Use the excel formula builder. It will help you get the correct pieces together.

You need to do this twice. Once between File B and file C. Find the matches in file B and delete them. These are the people that opted out of your emails but were not removed before.

Then compare file A to File B but vlookup in file A to file B. These will be the people in file A that are already in file B. Delete them from file A.

Then dump the entire remaining content of file A into file B and you will have one file with no dupes ready for mailing.

Note: The best way to delete records in bulk is to use the autofilter in excel. Read up on the autofilter and the vlookup formula and you should be golden.


Now copy this formula
posted by remthewanderer at 11:07 AM on November 14, 2008


Woah- I'll check that out. And, yep, a customer ID is the same across all entries. Some clever person pre-me was nice enough to make sure those got added to the e-mail DB.
posted by GilloD at 11:41 AM on November 14, 2008


I would throw them all into one worksheet with identical columns. Make sure you have a header row

Choose the column you want to run duplicates against. In the next free column, run the COUNTIF function against the column with duplicates - it's either =COUNTIF(A:A,A1) or =COUNTIF(A1,A:A) - (substitute A for your duplicates column obviously), and copy it the whole way down. Hit F9, select the new column & Paste Special > Values.

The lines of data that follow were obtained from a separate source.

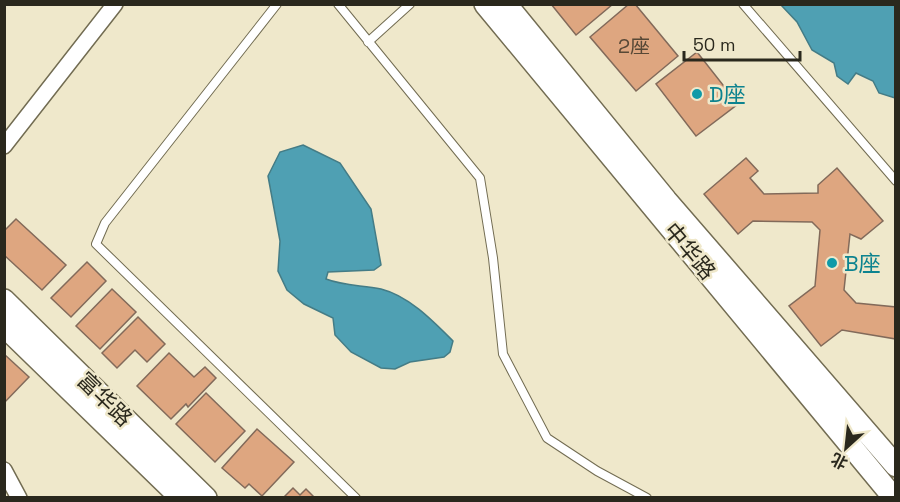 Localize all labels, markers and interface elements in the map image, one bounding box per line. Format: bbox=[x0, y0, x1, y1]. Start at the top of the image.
scale bar bbox=[684, 24, 800, 62]
house number: 2座 bbox=[618, 33, 650, 59]
text: 50 m bbox=[693, 33, 735, 56]
place label: D座 bbox=[709, 80, 746, 108]
marker: D座 bbox=[690, 87, 704, 101]
street label: 中华路 bbox=[658, 217, 722, 285]
place label: B座 bbox=[844, 249, 881, 277]
marker: B座 bbox=[825, 256, 839, 270]
street label: 富华路 bbox=[72, 366, 138, 432]
north arrow bbox=[816, 418, 876, 478]
text: 北 bbox=[828, 448, 851, 474] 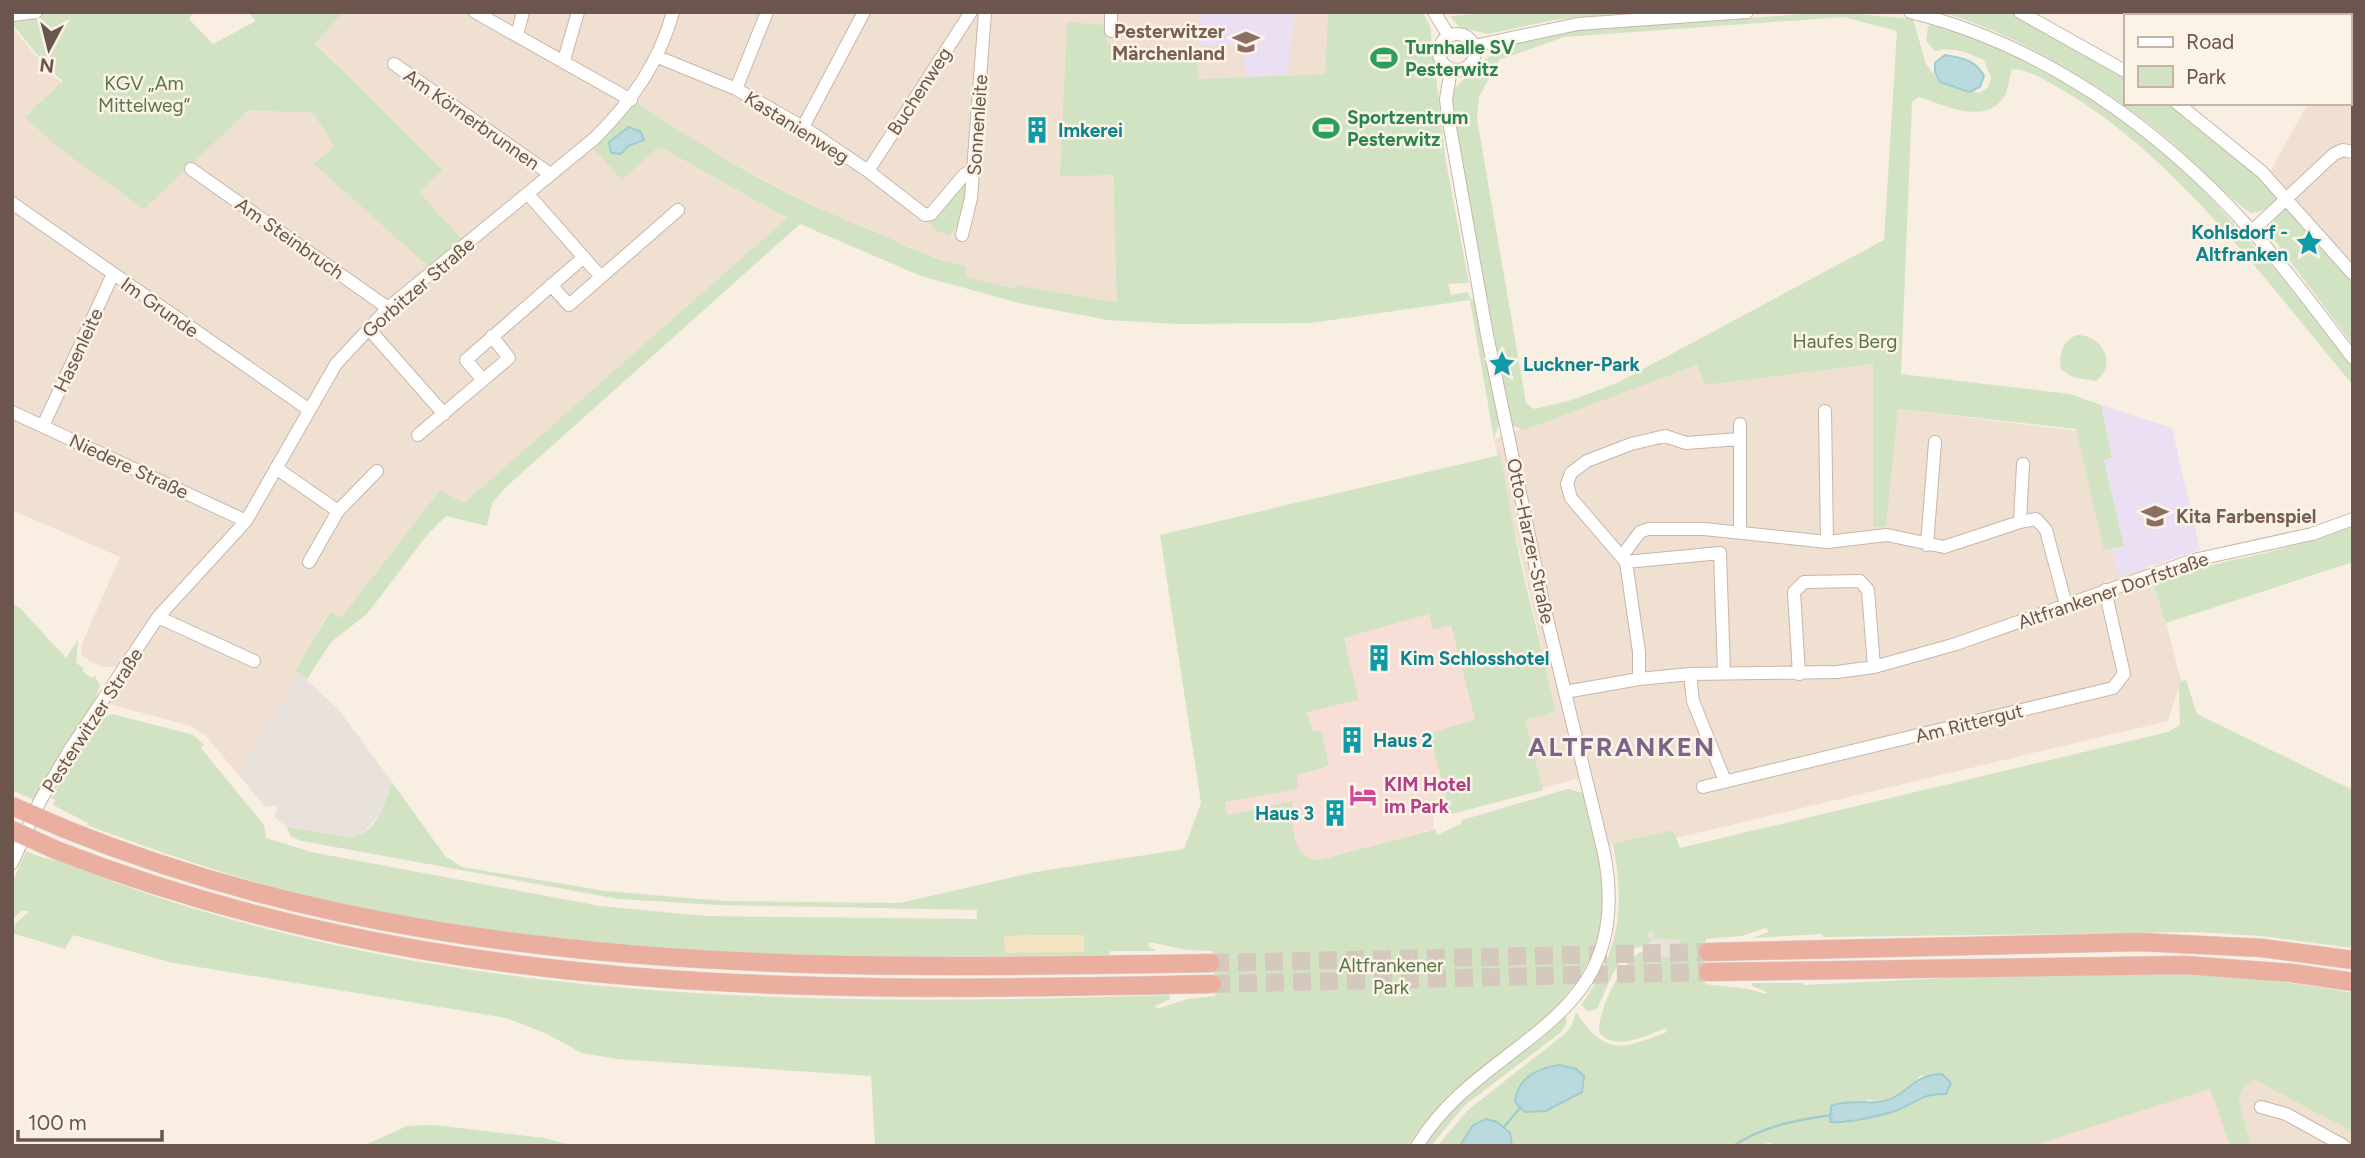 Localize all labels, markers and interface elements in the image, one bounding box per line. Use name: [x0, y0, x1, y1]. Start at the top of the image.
north arrow: [14, 14, 84, 84]
legend: [2124, 14, 2351, 105]
place label: Pesterwitzer Märchenland: [1112, 20, 1225, 65]
school or university icon: Pesterwitzer Märchenland: [1231, 27, 1261, 57]
text: Road: [2186, 29, 2234, 54]
place label: Turnhalle SV Pesterwitz: [1405, 36, 1515, 81]
street label: Buchenweg: [883, 43, 956, 140]
sports icon: Turnhalle SV Pesterwitz: [1369, 43, 1399, 73]
text: N: [38, 53, 56, 78]
street label: Am Körnerbrunnen: [399, 64, 544, 175]
text: Park: [2186, 64, 2227, 89]
park label: KGV „Am Mittelweg“: [98, 72, 190, 117]
street label: Sonnenleite: [962, 74, 993, 176]
street label: Kastanienweg: [740, 86, 853, 169]
place label: Sportzentrum Pesterwitz: [1347, 106, 1468, 151]
sports icon: Sportzentrum Pesterwitz: [1311, 113, 1341, 143]
building icon: Imkerei: [1022, 115, 1052, 145]
place label: Imkerei: [1058, 119, 1123, 142]
street label: Am Steinbruch: [231, 193, 348, 284]
place label: Kohlsdorf - Altfranken: [2191, 221, 2288, 266]
place icon: Kohlsdorf - Altfranken: [2294, 228, 2324, 258]
street label: Gorbitzer Straße: [357, 232, 479, 342]
street label: Im Grunde: [116, 272, 203, 343]
street label: Hasenleite: [49, 304, 108, 396]
park label: Haufes Berg: [1793, 330, 1898, 353]
place icon: Luckner-Park: [1487, 349, 1517, 379]
place label: Luckner-Park: [1523, 353, 1640, 376]
street label: Niedere Straße: [66, 429, 192, 504]
street label: Otto-Harzer-Straße: [1502, 456, 1559, 626]
school or university icon: Kita Farbenspiel: [2140, 501, 2170, 531]
place label: Kita Farbenspiel: [2176, 505, 2317, 528]
street label: Altfrankener Dorfstraße: [2015, 547, 2212, 634]
building icon: Kim Schlosshotel: [1364, 643, 1394, 673]
street label: Pesterwitzer Straße: [37, 644, 148, 797]
place label: Kim Schlosshotel: [1400, 647, 1549, 670]
street label: Am Rittergut: [1913, 699, 2025, 748]
building icon: Haus 2: [1337, 725, 1367, 755]
place label: Haus 2: [1373, 729, 1433, 752]
district label: ALTFRANKEN: [1528, 731, 1716, 763]
place label: KIM Hotel im Park: [1384, 773, 1471, 818]
hotel icon: KIM Hotel im Park: [1348, 780, 1378, 810]
building icon: Haus 3: [1320, 798, 1350, 828]
place label: Haus 3: [1255, 802, 1314, 825]
park label: Altfrankener Park: [1339, 954, 1444, 999]
scale bar: [18, 1098, 161, 1142]
text: 100 m: [28, 1110, 87, 1135] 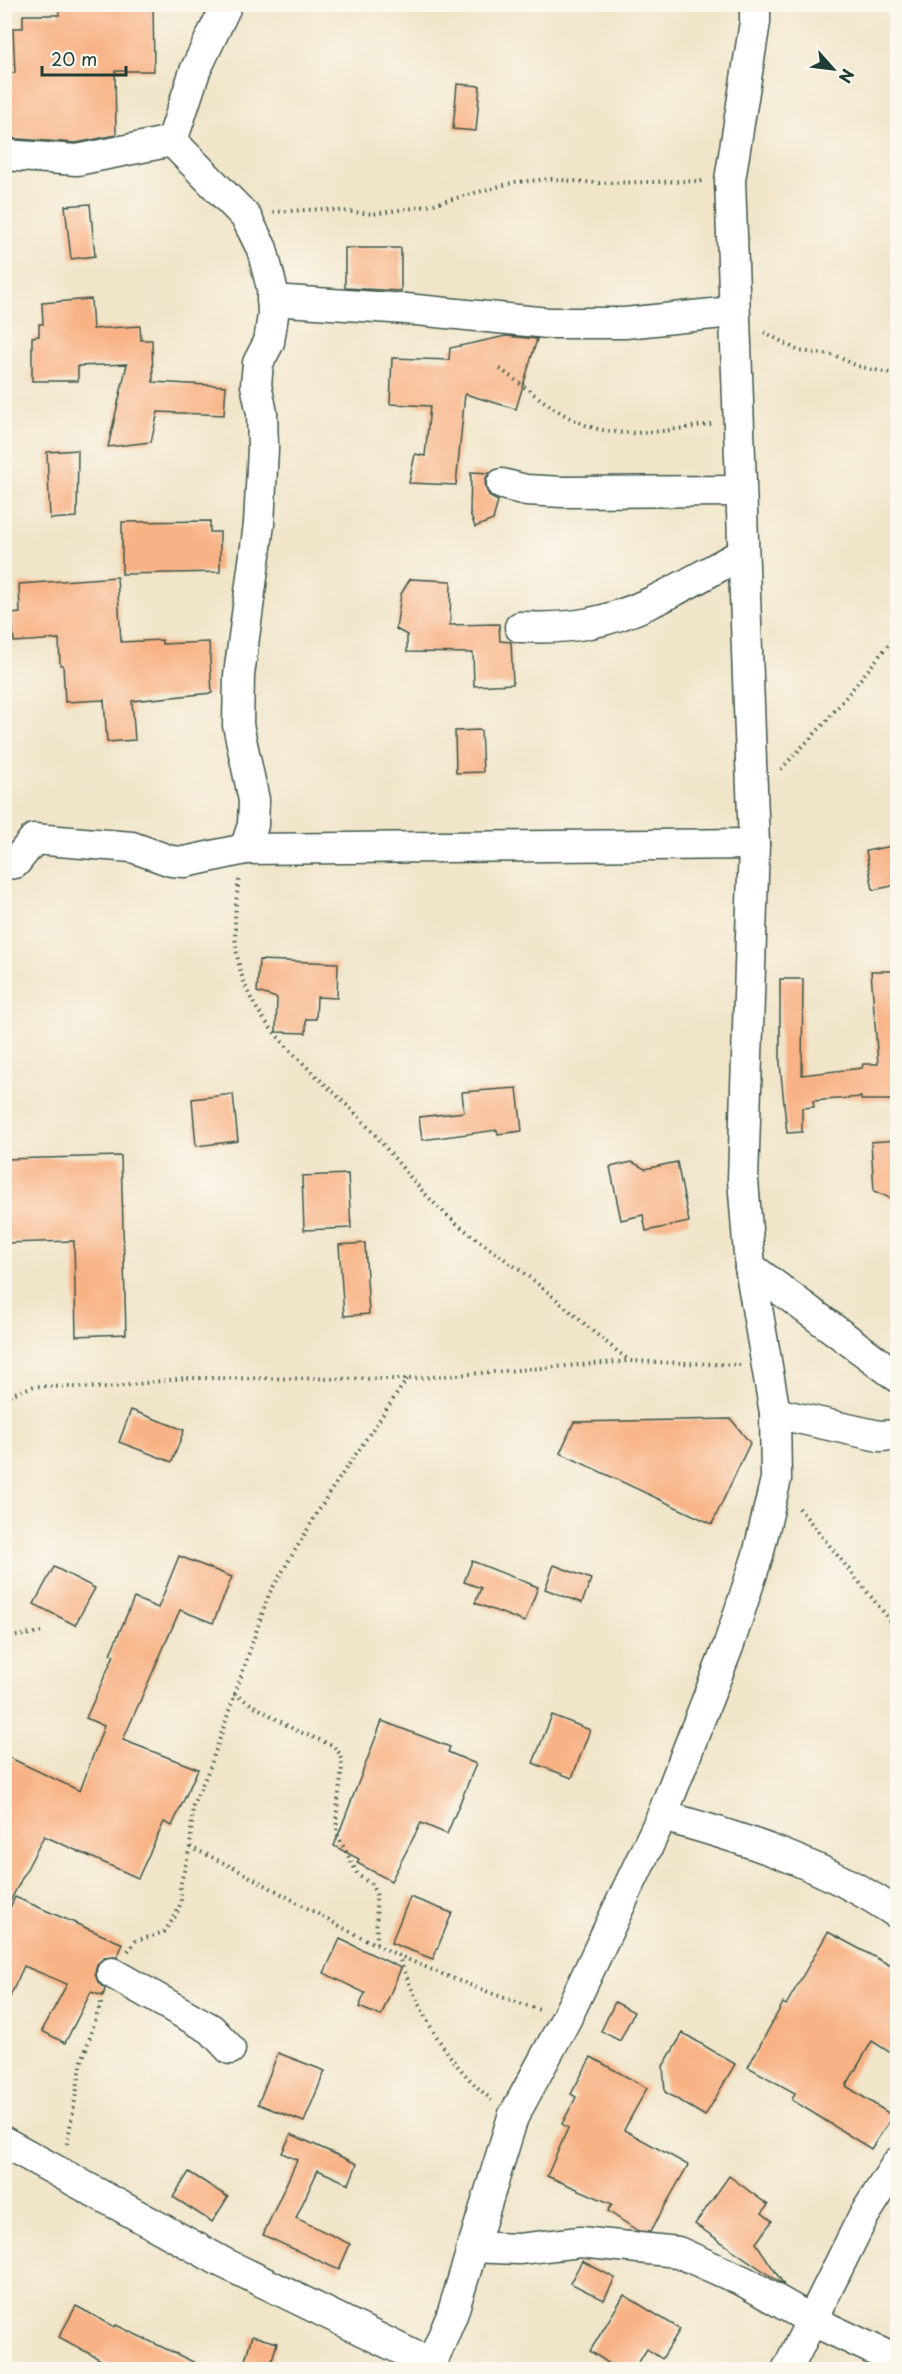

Then select the whole range, and sort firstly by the new column DESC, then by the column the duplicates are in - you'll end up with all the duplicates grouped together in descending order based on the number of duplicates each record has.

In another new column, you want to number the duplicate records - if there are three duplicates, label them A, B, C - if there are two, label them A, B - for all the records with only one entry, label them A (You can copy & paste the values down for all other duplicates with the same number).

Select the range & sort by the new column. Delete all other rows than those with the value A

That will do the trick.

Now, one other thing. If you are, for example, removing duplicate email addresses, have a think about what you'll do if the same email address is used by a number of different customer records and you need to send an email to each customer record. Easy solution to that is to concatenate the customer record & email together - I separate them with a "~" character. If you just want to remove duplicate customer numbers, don't worry about this paragraph.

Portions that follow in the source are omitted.